En Banc Court OK’s Tucson Primary System

     PHOENIX (CN) — A hybrid election system for the city council of Tucson, Arizona, does not violate the one-person, one-vote principle of the U.S. Constitution, the Ninth Circuit ruled Friday.
     Tucson is divided into six wards of about equal population, with each ward allowed one seat on the council. Ward primaries are open to voters living in that ward, while the general election allows Tucson voters to pick one candidate from each ward that held a primary.
     The system drew a lawsuit last year from the nonprofit Public Integrity Alliance and several voters, and the full Ninth Circuit took inventory of the case this summer.
     At the en banc hearing in June, an attorney for Public Integrity Alliance and the voters argued that allowing the city to treat the primary and the general elections separately gave the government too much power to discriminate against minority parties. The majority of Tucson voters are Democrats.
     “If you can control the geography of the primary, you can control the outcome,” Kory Langhofer said.
     The 11-judge court was unanimous Friday that decades of law has allowed for restrictions in primary elections that would otherwise be unconstitutional in general elections.
     “These voting restrictions are constitutionally permissible in primaries because primaries serve a different function than general elections: A primary determines which candidates will compete in the general election, a critical stage and one fully subject in its own right to constitutional scrutiny … but a stage as to which the legitimate state interests are not identical with those pertinent to the general election,” according to the 19-page opinion by U.S. Circuit Judge Marsha Berzon.
     Langhofer also argued in June’s hearing that the city’s staggering of elections prohibited voters from electing for their own representatives.
     City council members serve four-year terms in Tucson, with staggered elections every two years in odd-numbered years.
     Berzon sidelined this argument as well, however.
     “Although half of Tucson’s residents are unable to vote in a primary in a given election year, that burden quickly evens out over time, as the other half of Tucson’s residents will not be able to vote in a primary in the next election year,” she wrote. “Ultimately, every voter has an equal opportunity to vote in their own ward’s primary every four years and in the general election every two years.”
     Reached for comment, Langhofer described the court’s decision as “disappointing.”
     The attorney said his team will decide later this month whether to seek review by the U.S. Supreme Court.

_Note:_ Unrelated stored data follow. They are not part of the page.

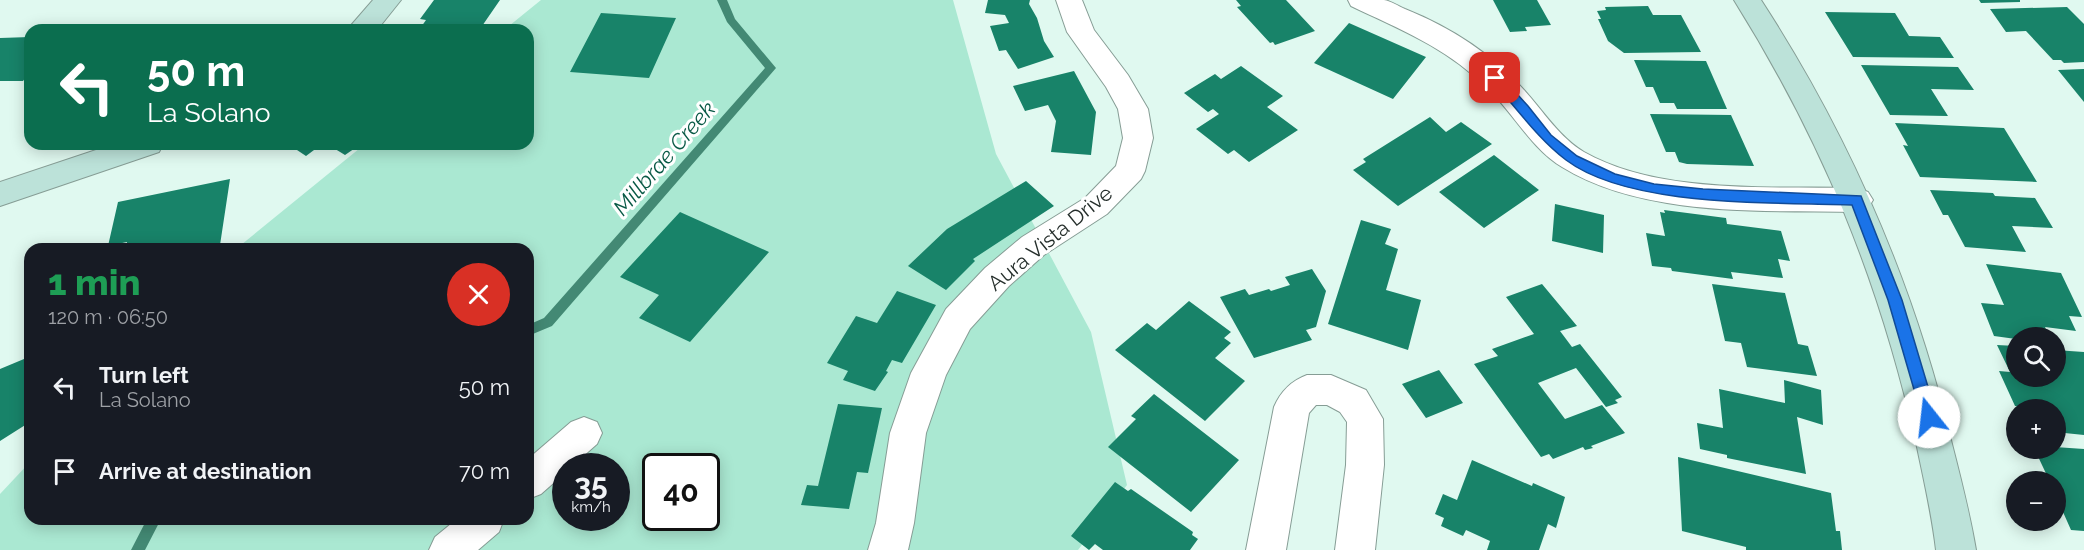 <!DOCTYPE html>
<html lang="en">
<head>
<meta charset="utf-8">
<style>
	:root { --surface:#171b24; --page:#242831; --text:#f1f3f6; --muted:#9ea1a6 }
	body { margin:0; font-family:Raleway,sans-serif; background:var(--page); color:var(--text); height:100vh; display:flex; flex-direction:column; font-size:22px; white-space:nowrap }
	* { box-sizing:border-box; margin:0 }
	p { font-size:20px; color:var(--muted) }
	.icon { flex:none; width:33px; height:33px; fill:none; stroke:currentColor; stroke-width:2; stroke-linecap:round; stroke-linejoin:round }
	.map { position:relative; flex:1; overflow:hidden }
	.panel { position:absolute; left:24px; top:243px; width:510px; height:282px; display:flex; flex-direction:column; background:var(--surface); border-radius:18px; box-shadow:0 3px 15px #0003 }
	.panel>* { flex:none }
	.banner { position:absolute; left:24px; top:24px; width:510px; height:126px; border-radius:18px; box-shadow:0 3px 15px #0003; background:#0b6e4f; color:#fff; overflow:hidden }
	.fabs { position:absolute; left:2006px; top:327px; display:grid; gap:12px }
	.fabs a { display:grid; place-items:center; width:60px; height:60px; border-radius:50%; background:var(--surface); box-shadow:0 3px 15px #0003; font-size:30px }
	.speed { position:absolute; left:552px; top:453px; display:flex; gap:12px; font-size:30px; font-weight:700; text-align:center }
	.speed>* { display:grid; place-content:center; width:78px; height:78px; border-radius:50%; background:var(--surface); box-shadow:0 3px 15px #0003; line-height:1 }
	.speed small { font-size:15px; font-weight:400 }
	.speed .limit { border:3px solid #111; border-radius:9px; background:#fff; color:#111 }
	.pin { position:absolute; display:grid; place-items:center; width:51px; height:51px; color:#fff; margin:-26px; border-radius:12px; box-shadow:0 3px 9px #0006 }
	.me { position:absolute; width:66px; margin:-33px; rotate:344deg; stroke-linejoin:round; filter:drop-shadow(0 0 4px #0008) }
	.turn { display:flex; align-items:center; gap:21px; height:126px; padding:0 24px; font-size:27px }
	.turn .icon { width:78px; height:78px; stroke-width:2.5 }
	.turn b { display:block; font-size:42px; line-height:51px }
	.round { display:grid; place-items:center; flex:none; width:63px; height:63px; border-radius:32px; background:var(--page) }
	.head { display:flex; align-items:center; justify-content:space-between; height:102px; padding:0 24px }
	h1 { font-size:36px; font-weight:800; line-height:45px; color:#1e9e55 }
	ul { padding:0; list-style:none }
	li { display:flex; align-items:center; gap:18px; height:84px; padding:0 24px }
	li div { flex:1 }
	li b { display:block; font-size:22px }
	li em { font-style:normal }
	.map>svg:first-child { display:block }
	.green { fill:#aae8d2; fill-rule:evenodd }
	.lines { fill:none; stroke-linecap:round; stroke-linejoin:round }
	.stream { fill:#438974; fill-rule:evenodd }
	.building { fill:#188369 }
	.street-casing { stroke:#869d95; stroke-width:2 }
	.secondary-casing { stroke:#869d95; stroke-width:2 }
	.street { fill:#fff; fill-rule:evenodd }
	.secondary { fill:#bce2d9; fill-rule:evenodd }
	.route { fill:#1a73e8; stroke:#114b97; stroke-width:1.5 }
	.labels { text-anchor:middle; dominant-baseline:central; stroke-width:6; stroke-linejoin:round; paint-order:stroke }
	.street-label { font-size:21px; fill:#262f2c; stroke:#fff }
	.water-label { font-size:22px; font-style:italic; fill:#095a46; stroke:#fff }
</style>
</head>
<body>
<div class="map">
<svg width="2084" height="550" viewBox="0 0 2084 550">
	<rect width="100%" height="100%" fill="#e0f9f0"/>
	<path class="green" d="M541 0H953L996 154 1091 332 1127 485 1078 550H0V494L30 462V519H528V249H236L365 144H528V30H504ZM566 466H616V518H566ZM656 466H706V518H656Z"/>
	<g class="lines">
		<path class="stream" d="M717 0H727L735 19 776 68 552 326 528 336V325L544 318 765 68 727 22Z
			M147 519H161L145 550H131Z"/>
	</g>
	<path class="building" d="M434 0H500L480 29 419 30 426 20 420 19Z
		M988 0H1030L1029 4 1037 18 1044 41 1054 57 1018 69 1006 50 999 51 990 26 1009 23 1005 15 985 13Z
		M1236 0H1286L1315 31 1275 45 1273 42 1270 43 1237 7 1241 6Z
		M1493 0H1537L1551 25 1525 27 1527 31 1510 32Z
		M1979 0H2020V2L1981 3Z
		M1648 6 1653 15H1681L1701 52 1624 53 1608 41 1598 19H1601L1597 11 1606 10 1605 7Z
		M2067 7 2084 24V62L2064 63 2061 60H2053L2026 31 2006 32 1990 9Z
		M1825 12 1895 13 1909 36 1940 37 1954 58 1853 57Z
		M601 13 676 18 649 78 570 72Z
		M1349 23 1426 57 1393 99 1314 63Z
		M30 37V72L23 81H0V38Z
		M1634 60 1706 61 1727 109H1677L1674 103H1660L1653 87H1646Z
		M1861 65 1958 67 1974 90 1931 89 1948 116 1890 115Z
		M1241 66 1283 96 1267 107 1298 130 1249 162 1234 150 1228 154 1196 129 1219 114 1213 109 1208 112 1184 93 1215 74 1221 79Z
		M2084 69V102L2058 70Z
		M1074 71 1096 112 1091 155 1051 152 1056 121 1048 105 1025 111 1013 86Z
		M1650 114 1731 115 1754 166 1687 164 1679 162 1675 152H1666Z
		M1430 117 1446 132 1461 122 1492 144 1398 206 1353 170 1366 162 1363 159Z
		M1895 123 2004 128 2037 182 1920 177 1903 145 1908 146Z
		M288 144H322L306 156Z
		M327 144H361L345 155Z
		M1494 155 1539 190 1484 228 1439 192Z
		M230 179 220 245 204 249H126L127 242 108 246 118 202Z
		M1026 181 1054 206 973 259 975 261 946 290 908 266 947 229Z
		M1930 190 1993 193 1995 196 2035 198 2053 228 2012 226 2026 252 1965 247 1948 215H1943Z
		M1555 204 1604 215 1603 253 1552 241Z
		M1664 210 1726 218 1727 224 1781 231 1790 261 1778 259 1783 278 1731 272 1733 279 1672 271 1671 268 1652 266 1646 233 1665 236 1660 212 1665 213Z
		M680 212 769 252 690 342 639 318 659 295 620 277Z
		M1361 220 1391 229 1385 244 1398 249 1386 290 1421 300 1408 350 1328 324Z
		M1986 264 2061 273 2082 317 2069 316 2076 331 2045 327 2050 338 2016 339 1994 336 1981 303 2004 305Z
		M1312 269 1326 291 1316 327 1306 330 1312 340 1254 358 1220 297 1245 289 1249 295 1269 289 1271 291 1290 285 1285 277Z
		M1542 284 1577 326 1560 331 1572 347 1580 344 1622 397 1615 400 1618 403 1606 407 1576 368 1538 383 1565 419 1602 405 1625 433 1591 446 1593 448 1585 450 1583 447 1553 459 1549 454 1541 457 1474 364 1498 356 1492 349 1534 334 1506 297Z
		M1712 284 1785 293 1798 344 1808 346 1817 376 1747 367 1741 343 1725 341Z
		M897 291 936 305 902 363 892 360 886 371 888 372 875 391 843 380 848 371 827 363 856 316 877 323Z
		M1189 301 1231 332 1224 338 1231 343 1215 358 1245 381 1205 421 1115 350 1147 323 1156 330Z
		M1997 345 2016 346V376H2055V350L2084 352V435L2055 432V410H2027L2026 407 2015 406 1999 371 2010 372Z
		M24 359 30 366V422L0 441V369Z
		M1439 370 1463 403 1426 418 1402 384Z
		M1784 380 1821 390 1823 425 1797 417 1806 474 1727 458V455L1700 449 1697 423 1723 428 1719 389 1785 403Z
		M1154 394 1239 460 1191 512 1108 447 1136 419 1131 416Z
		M838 404 882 408 868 473 857 472 849 509 801 505 807 485 818 486Z
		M2055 447 2084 449V531L2071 530 2055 494V482H2050L2034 448H2055Z
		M1678 457 1831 493 1836 531H1840L1842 550H1746V547L1682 531Z
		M1472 460 1532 486 1533 483 1565 497 1556 528 1548 524 1539 550H1487L1490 541 1466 530 1463 536 1441 526 1444 518 1435 514 1443 494 1457 500Z
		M1115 482 1128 491 1131 489 1193 532 1192 535 1198 539 1190 550H1103L1095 544 1089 550 1071 536Z"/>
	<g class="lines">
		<defs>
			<path id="street" d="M1056 0H1082L1094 30 1128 75 1148 109 1153 138 1145 171 1141 179 1107 214 1044 255 1009 286 970 329 946 375 926 433 914 523 908 550H868L876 523 890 433 911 373 946 309 985 268 1022 237 1085 198 1116 166 1123 138 1118 109 1106 87 1067 32Z
				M1348 0C1359 0 1373 0 1384 0 1391 1 1398 6 1405 9 1450 27 1492 54 1524 90 1543 111 1560 138 1584 152 1660 195 1772 186 1857 188L1868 192 1873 200 1868 208 1857 212C1764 210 1645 218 1562 167 1530 148 1512 110 1484 85 1443 46 1401 30 1351 6Z
				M1307 375H1331L1366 390 1383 419 1384 465 1375 550H1335L1346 465 1347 422 1340 412 1327 405H1316L1309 413 1286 550H1246L1274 407C1281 391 1291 381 1307 375Z
				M584 417 597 422 602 433 597 444 572 466H566V472L541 494 528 499V459L571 422Z
				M457 519H504L499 532 478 550H429L435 537Z"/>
			<path id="secondary" d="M373 0H401L377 30H347Z
				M1734 0H1761C1850 137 1914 284 1952 444 1961 479 1970 514 1976 550H1936C1932 515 1924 481 1917 447 1880 282 1824 144 1734 0Z
				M114 144H163L159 152 0 206V182Z"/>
		</defs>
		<use href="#street" class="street-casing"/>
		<use href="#secondary" class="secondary-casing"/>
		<use href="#street" class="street"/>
		<use href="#secondary" class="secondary"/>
	</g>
	<path class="route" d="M1495 73 1500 75 1528 106 1551 135 1577 156 1615 174 1654 184 1703 189 1861 196 1902 300 1937 417 1934 422 1929 424 1924 422 1922 417 1888 300 1852 205C1774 202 1630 208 1566 160 1537 138 1516 107 1491 80L1489 78Z"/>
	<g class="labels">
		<g class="street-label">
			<text transform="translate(1050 238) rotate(-39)">Aura Vista Drive</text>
		</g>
		<g class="water-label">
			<text transform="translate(664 158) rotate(-49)">Millbrae Creek</text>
		</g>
	</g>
</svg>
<div class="fabs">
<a><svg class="icon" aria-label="search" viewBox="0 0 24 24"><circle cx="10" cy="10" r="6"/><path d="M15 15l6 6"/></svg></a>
<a>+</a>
<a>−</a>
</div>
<div class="speed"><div>35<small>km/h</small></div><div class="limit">40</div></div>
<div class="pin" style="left:1495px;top:78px;background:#d93025"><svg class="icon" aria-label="arrive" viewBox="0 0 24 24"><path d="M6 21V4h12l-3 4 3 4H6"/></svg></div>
<svg class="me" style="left:1929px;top:417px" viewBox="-20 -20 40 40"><circle r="19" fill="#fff"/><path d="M0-13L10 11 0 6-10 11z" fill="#1a73e8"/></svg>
<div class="banner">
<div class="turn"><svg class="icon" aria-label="left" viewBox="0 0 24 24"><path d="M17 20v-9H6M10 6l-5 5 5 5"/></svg><div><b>50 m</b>La Solano</div></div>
</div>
<section class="panel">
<div class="head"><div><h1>1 min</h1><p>120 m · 06:50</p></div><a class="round" style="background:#d93025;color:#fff"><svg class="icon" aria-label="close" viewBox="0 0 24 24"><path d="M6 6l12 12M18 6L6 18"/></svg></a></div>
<ul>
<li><svg class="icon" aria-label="left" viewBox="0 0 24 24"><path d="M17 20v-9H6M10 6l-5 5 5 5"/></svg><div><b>Turn left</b><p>La Solano</p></div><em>50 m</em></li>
<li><svg class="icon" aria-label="arrive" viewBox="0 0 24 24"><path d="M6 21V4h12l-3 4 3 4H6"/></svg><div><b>Arrive at destination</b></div><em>70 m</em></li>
</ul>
</section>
</div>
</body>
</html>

     Tucson voters have twice rejected proposals to change the system: once in 1991 to change from at-large to ward-based general elections, and once in 1993 to change from partisan to non-partisan elections.
     Berzon said the city’s “hybrid system represents a careful, longstanding choice, twice affirmed by voters, as to how best to achieve a city council with members who represent Tucson as a whole but reflect and understand all of the city’s wards.”
     City Attorney Mike Rankin said Tucson is pleased with the court’s decision.
     “We understood that this was an important case because we are defending the charter of the city of Tucson and the election system that the voters of the city of Tucson had chosen themselves,” Rankin said. “We are very satisfied that the court’s unanimous decision had agreed that system is constitutional, and that it serves an important local government interest.”
     Today’s ruling stands in contrast to a panel ruling by the Ninth Circuit in November that found the system unconstitutional.
     That 2-1 ruling sparked a lawsuit by two Republican candidates who lost races for city council, Pima County Judge Gus Aragon found their claims untimely.
     “This action challenges the election process,” Aragon ruled. “It should have been pursued before the election, not after.”